National Museum of Natural History
The French National Museum of Natural History, known in French as the Muséum national d'histoire naturelle (abbreviation MNHN), is the national natural history museum of France and a grand établissement of higher education part of Sorbonne Universities. The main museum is located in Paris, France, on the left bank of the River Seine. It was founded in 1793 during the French Revolution, but was established earlier in 1635. The museum has 14 sites throughout France, with four in Paris, including the original location at the royal botanical garden, the Jardin des Plantes, which remains one of the seven departments of MNHN.
Origin of the collections
In the 19th century Argentine naturalist Francisco Javier Muñiz developed a collection that he intended to be used to create a natural history museum. The artifacts were sent (donated or possibly donated by force) to Juan Manuel de Rosas, the dictator of the Argentine Federation, whose support was required to establish a museum. Rosas, in an attempt to build alliances overseas, sent collected fossils to Jean Henri Dupotet, Rear Admiral of the French Navy. Dupotet then sent them to Paris. In France, the Muñiz collection ended up in the National Museum of Natural History where they were studied by Paul Gervais.

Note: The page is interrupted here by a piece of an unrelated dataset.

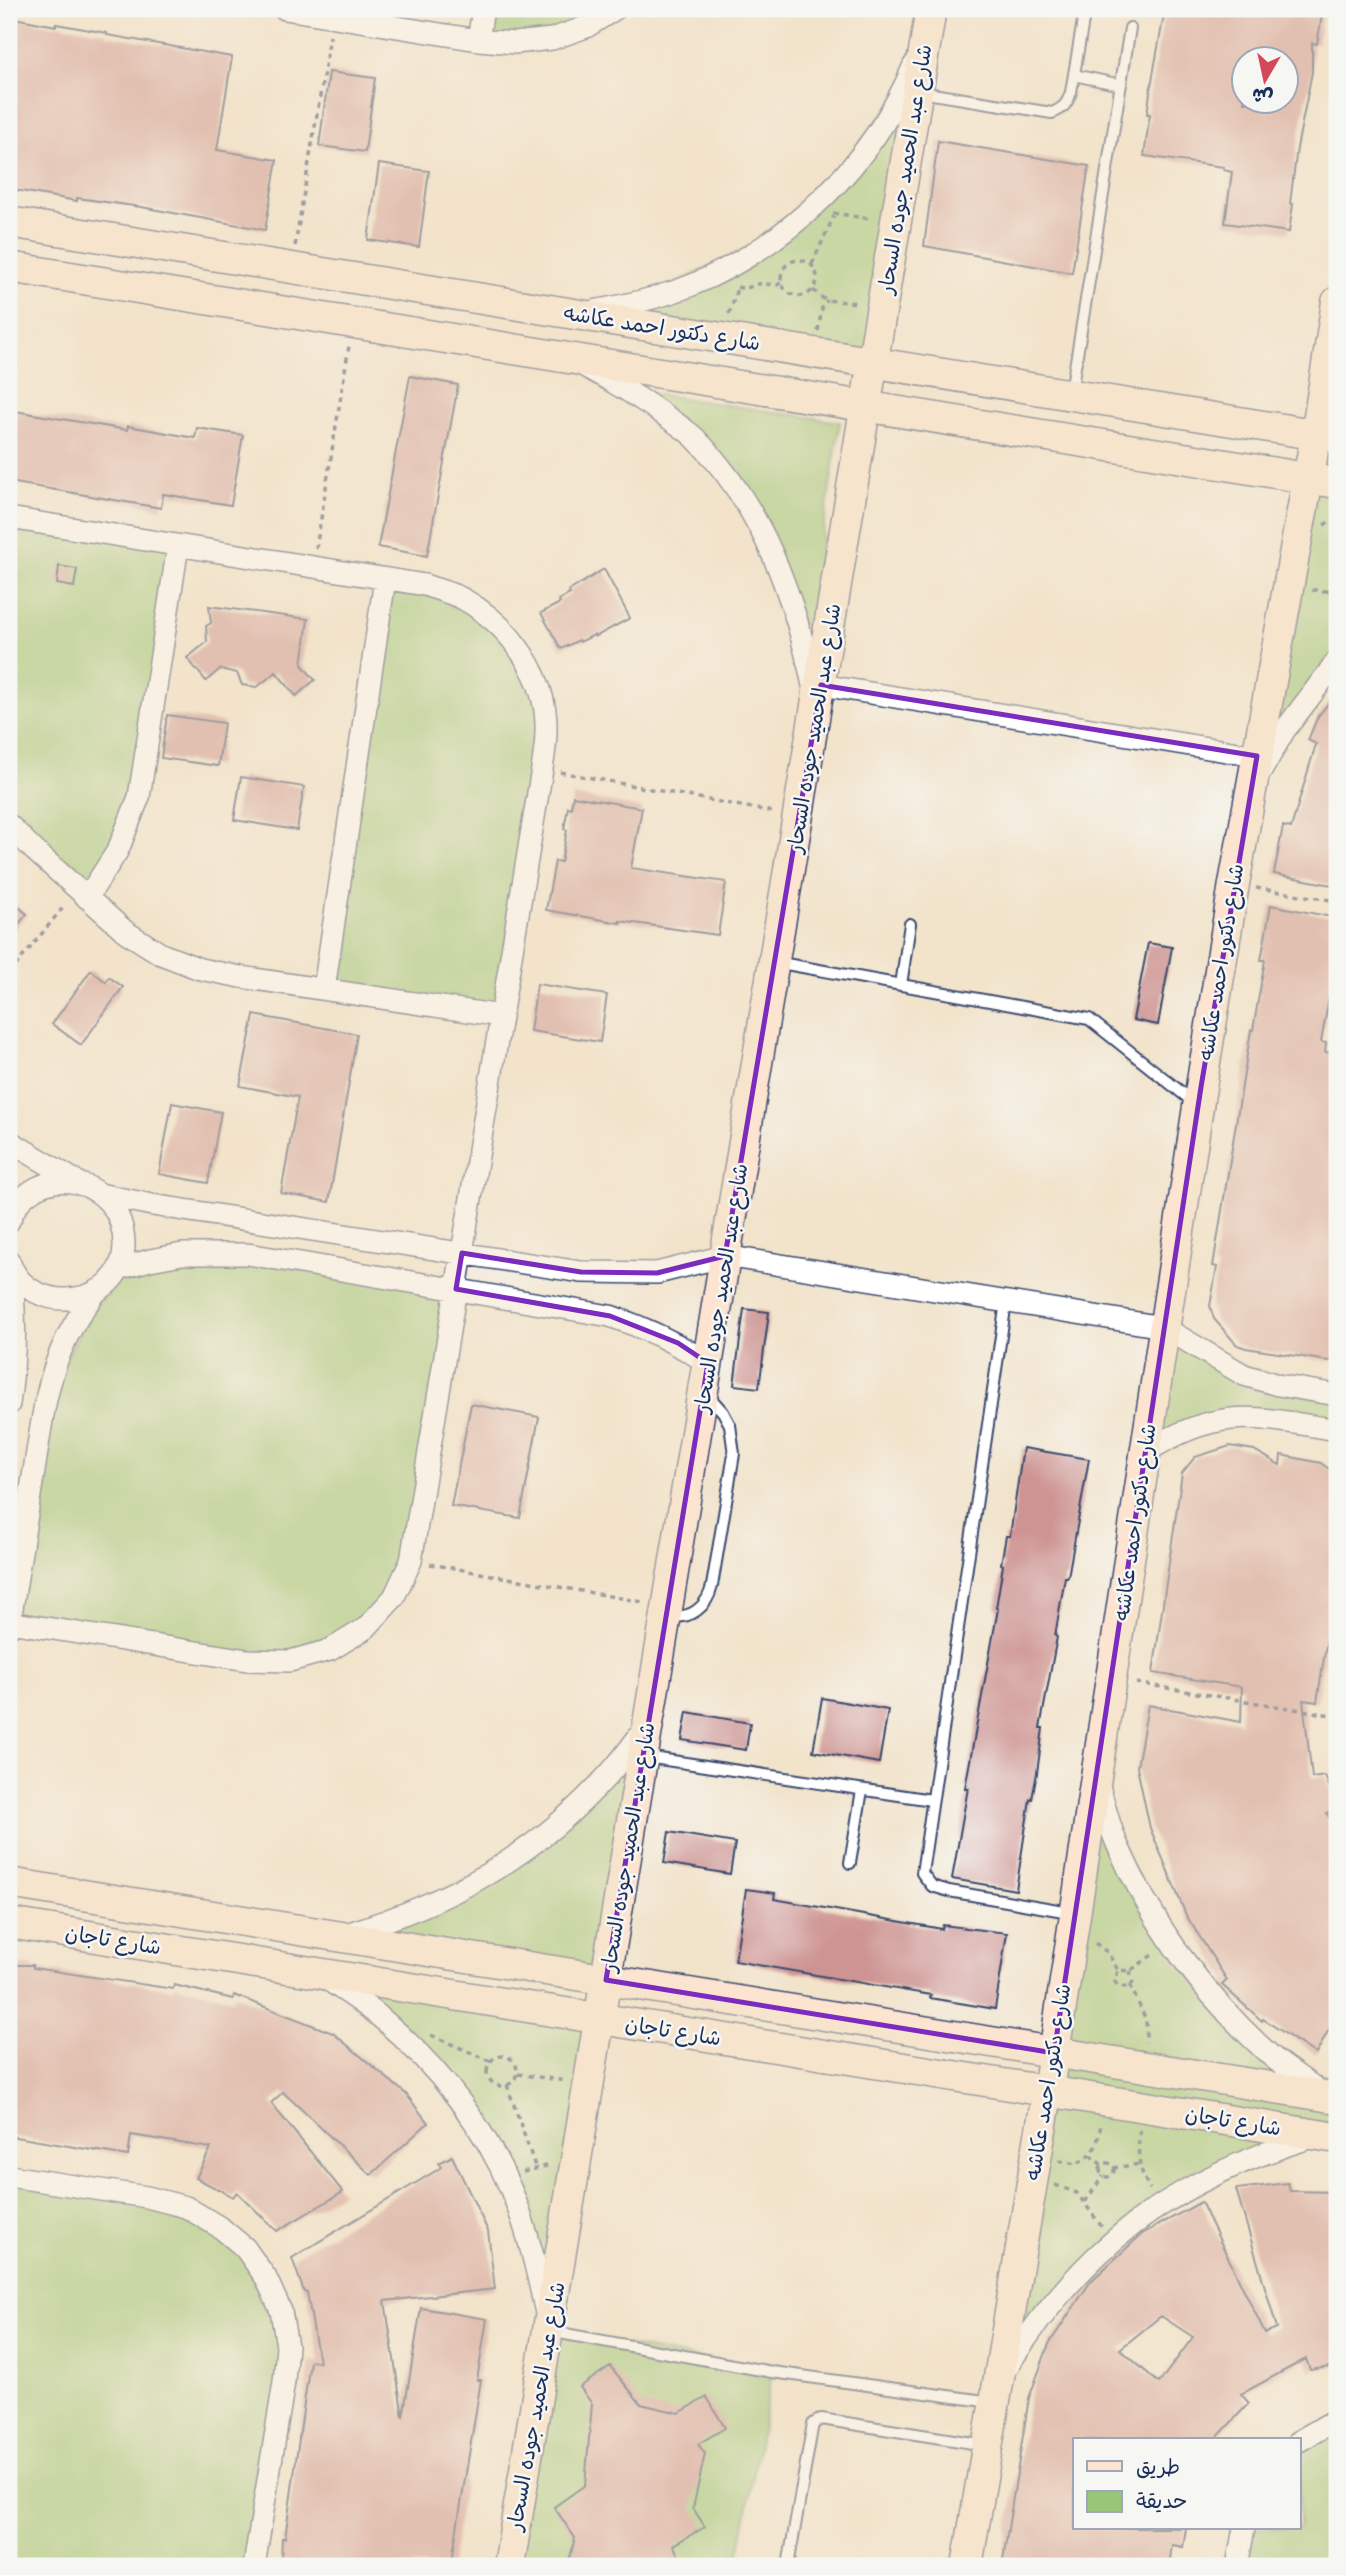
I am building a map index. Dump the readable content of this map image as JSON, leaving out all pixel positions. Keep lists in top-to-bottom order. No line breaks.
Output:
{"streets":{"street":["شارع عبد الحميد جوده السحار","شارع دكتور احمد عكاشه","شارع تاجان"]},"crossings":[["شارع عبد الحميد جوده السحار","شارع دكتور احمد عكاشه"],["شارع عبد الحميد جوده السحار","شارع تاجان"],["شارع دكتور احمد عكاشه","شارع تاجان"]],"legend":["طريق","حديقة"],"north":"bottom"}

In 1762 Jean Baptiste Christophore Fusée Aublet was sent to Cayenne in French Guiana, where he assembled a vast herbarium which allowed him to prepare his Histoire des plantes de la Guiane françoise, published in 1775 and including almost 400 copperplate engravings. When Fusée Aublet died at Paris in 1778, he left his herbarium to Jean-Jacques Rousseau, though the latter possessed it for only two months before he too died. It was eventually acquired by the Muséum national d'histoire naturelle in 1953.

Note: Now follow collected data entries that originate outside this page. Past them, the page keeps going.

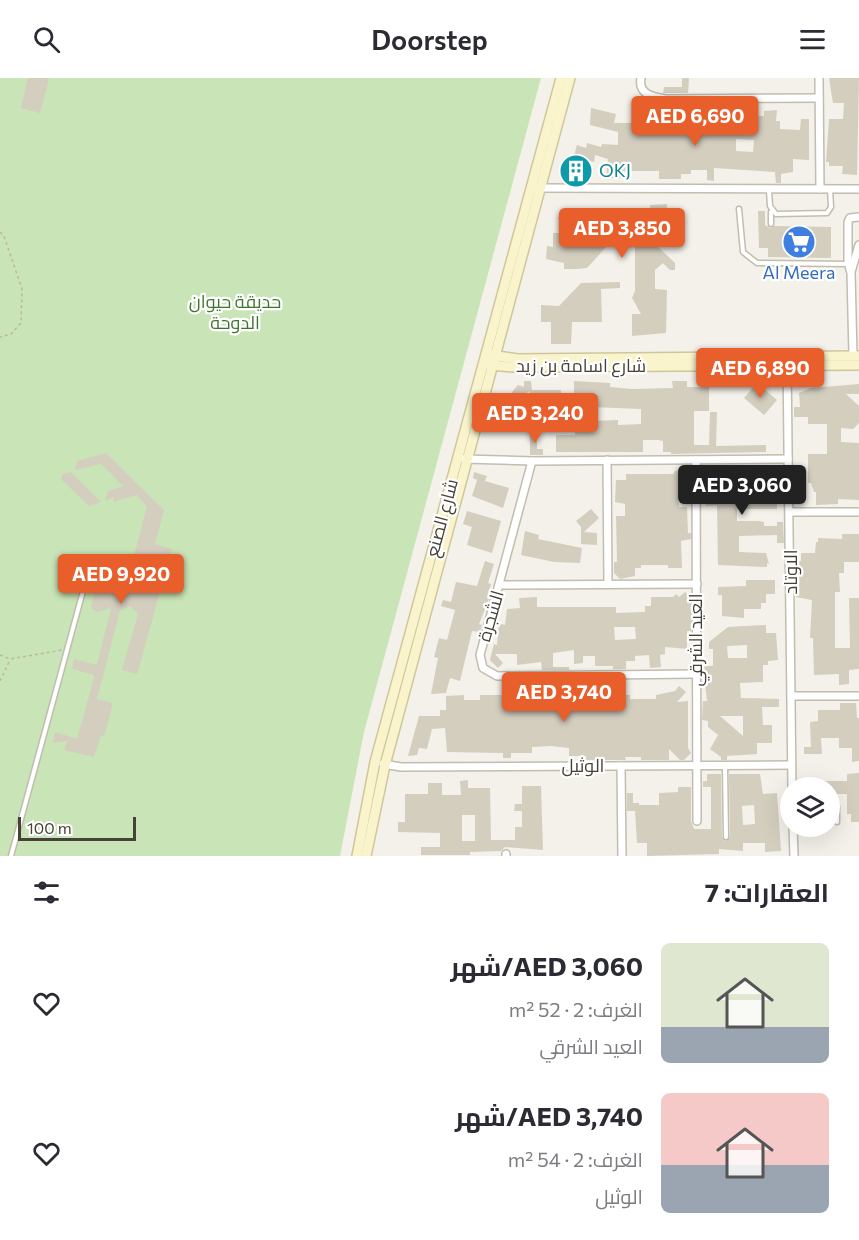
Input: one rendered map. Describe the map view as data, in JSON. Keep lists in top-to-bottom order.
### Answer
{
  "streets": {
    "street": [
      "شارع اسامة بن زيد",
      "شارع الصنع",
      "الاوتاد",
      "الشجرة",
      "العيد الشرقي",
      "الوثيل"
    ]
  },
  "crossings": [
    ["شارع اسامة بن زيد", "شارع الصنع"],
    ["شارع اسامة بن زيد", "الاوتاد"],
    ["شارع الصنع", "الوثيل"],
    ["الاوتاد", "الوثيل"],
    ["الشجرة", "العيد الشرقي"],
    ["العيد الشرقي", "الوثيل"]
  ],
  "parks": ["حديقة حيوان الدوحة"],
  "places": {
    "building": ["OKJ"],
    "supermarket": ["Al Meera"]
  },
  "scale_bar": "100 m",
  "page": {
    "header": "Doorstep",
    "price": [
      "AED 6,690",
      "AED 3,850",
      "AED 6,890",
      "AED 3,240",
      "AED 3,060",
      "AED 9,920",
      "AED 3,740"
    ],
    "scale": "100 m",
    "heading": "العقارات: 7",
    "list": [
      {
        "name": "AED 3,060/شهر",
        "note": "الغرف: 2 · 52 m² · العيد الشرقي"
      },
      {
        "name": "AED 3,740/شهر",
        "note": "الغرف: 2 · 54 m² · الوثيل"
      }
    ]
  }
}
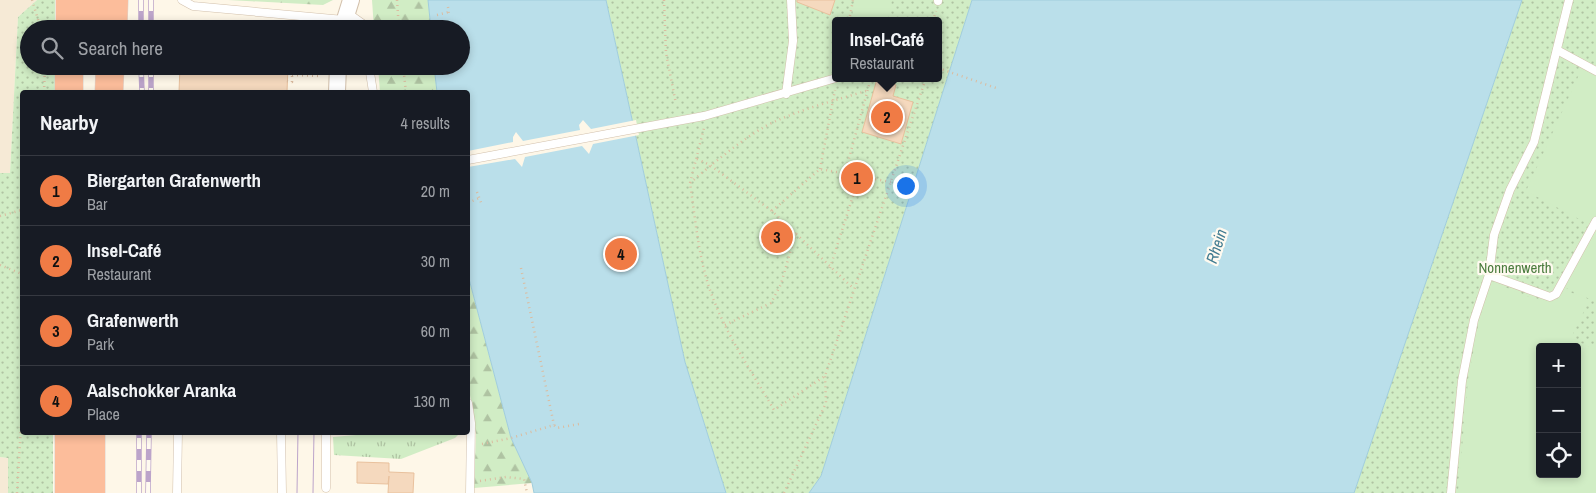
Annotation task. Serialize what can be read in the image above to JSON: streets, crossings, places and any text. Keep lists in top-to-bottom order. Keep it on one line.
{"water":["Rhein"],"parks":["Nonnenwerth"],"page":{"popup":["Insel-Café","Restaurant"],"search":"Search here","heading":["Nearby","4 results"],"pins":["2","1","3","4"],"list":[{"mark":"1","name":"Biergarten Grafenwerth","note":"Bar","value":"20 m"},{"mark":"2","name":"Insel-Café","note":"Restaurant","value":"30 m"},{"mark":"3","name":"Grafenwerth","note":"Park","value":"60 m"},{"mark":"4","name":"Aalschokker Aranka","note":"Place","value":"130 m"}],"map_buttons":["+","−"]}}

During the French Revolution the Museum expanded its collection substantially by claiming objects from the cabinets of the aristocracy and from other institutions, such as the Royal Academy of Sciences and the École Royale Vétérinaire d'Alfort.
Location and branches
The museum comprises fourteen sites throughout France with four in Paris, including the original location at the Jardin des Plantes in the 5th arrondissement (métro Place Monge). The galleries open to the public are the Cabinet d'Histoire du Jardin des Plantes in the hôtel de Magny, the Gallery of Mineralogy and Geology, the Gallery of Palaeontology and Comparative Anatomy, and the famous Gallery of Evolution (grande galerie de l'Évolution). The Paleontology and comparative Anatomy Gallery is a 540 million year journey and one of the highlights of the museum. It starts with the famous fossils from the Paleozoic Era from 540 to 250 million years ago, such as the gigantic Dunkleosteus. The Mesozoic Era, 250 to 65 million years ago, marks the golden age of the dinosaurs such as the Diplodocus, Iguanodon, Carnotaurus, Triceratops. One contemporary of these animals was Sarcosuchus, a giant crocodile with terrifying teeth. The Muséum's Menagerie is also located here.
The herbarium of the museum, referred to by code P, includes a large number of important collections amongst its 8 million plant specimens. The historical collections incorporated into the herbarium, each with its P prefix, include those of Jean-Baptiste de Lamarck (P-LA) René Louiche Desfontaines (P-Desf.), Joseph Pitton de Tournefort and Charles Plumier (P-TRF). The designation at CITES is FR 75A. It publishes the botanical periodical Adansonia and journals on the flora of New Caledonia, Madagascar, and Comoro Islands, Cambodia, Laos, and Vietnam, Cameroon, and Gabon.
The musée de l'Homme is also in Paris, in the 16th arrondissement (métro Trocadéro). It houses displays in ethnography and physical anthropology, including artifacts, fossils, and other objects.
Also part of the museum are:
Three zoos, the Paris Zoological Park (Parc zoologique de Paris, also known as the Zoo de Vincennes), at the Bois de Vincennes in the 12th arrondissement, the Cleres Zoological Park (Parc zoologique de Clères), at a medieval manor in Clères (Seine-Maritime), and the Réserve de la Haute Touche in Obterre (Indre), the largest in France.
Three botanical parks, the Arboretum de Chèvreloup in Rocquencourt next to the Château de Versailles, the Jardin botanique exotique de Menton and the Jardin alpin de La Jaÿsinia in Samoëns.
Two museums, the Musée de l'abri Pataud in Les Eyzies-de-Tayac and the Harmas de Fabre in Sérignan-du-Comtat,
Four scientific sites, the Institut de Paléontologie humaine in Paris, the Centre d'Écologie générale de Brunoy, the Station de Biologie marine et Marinarium de Concarneau, and the CRESCO (Centre de Recherche et d'Enseignement sur les Systèmes Côtiers) in Dinard.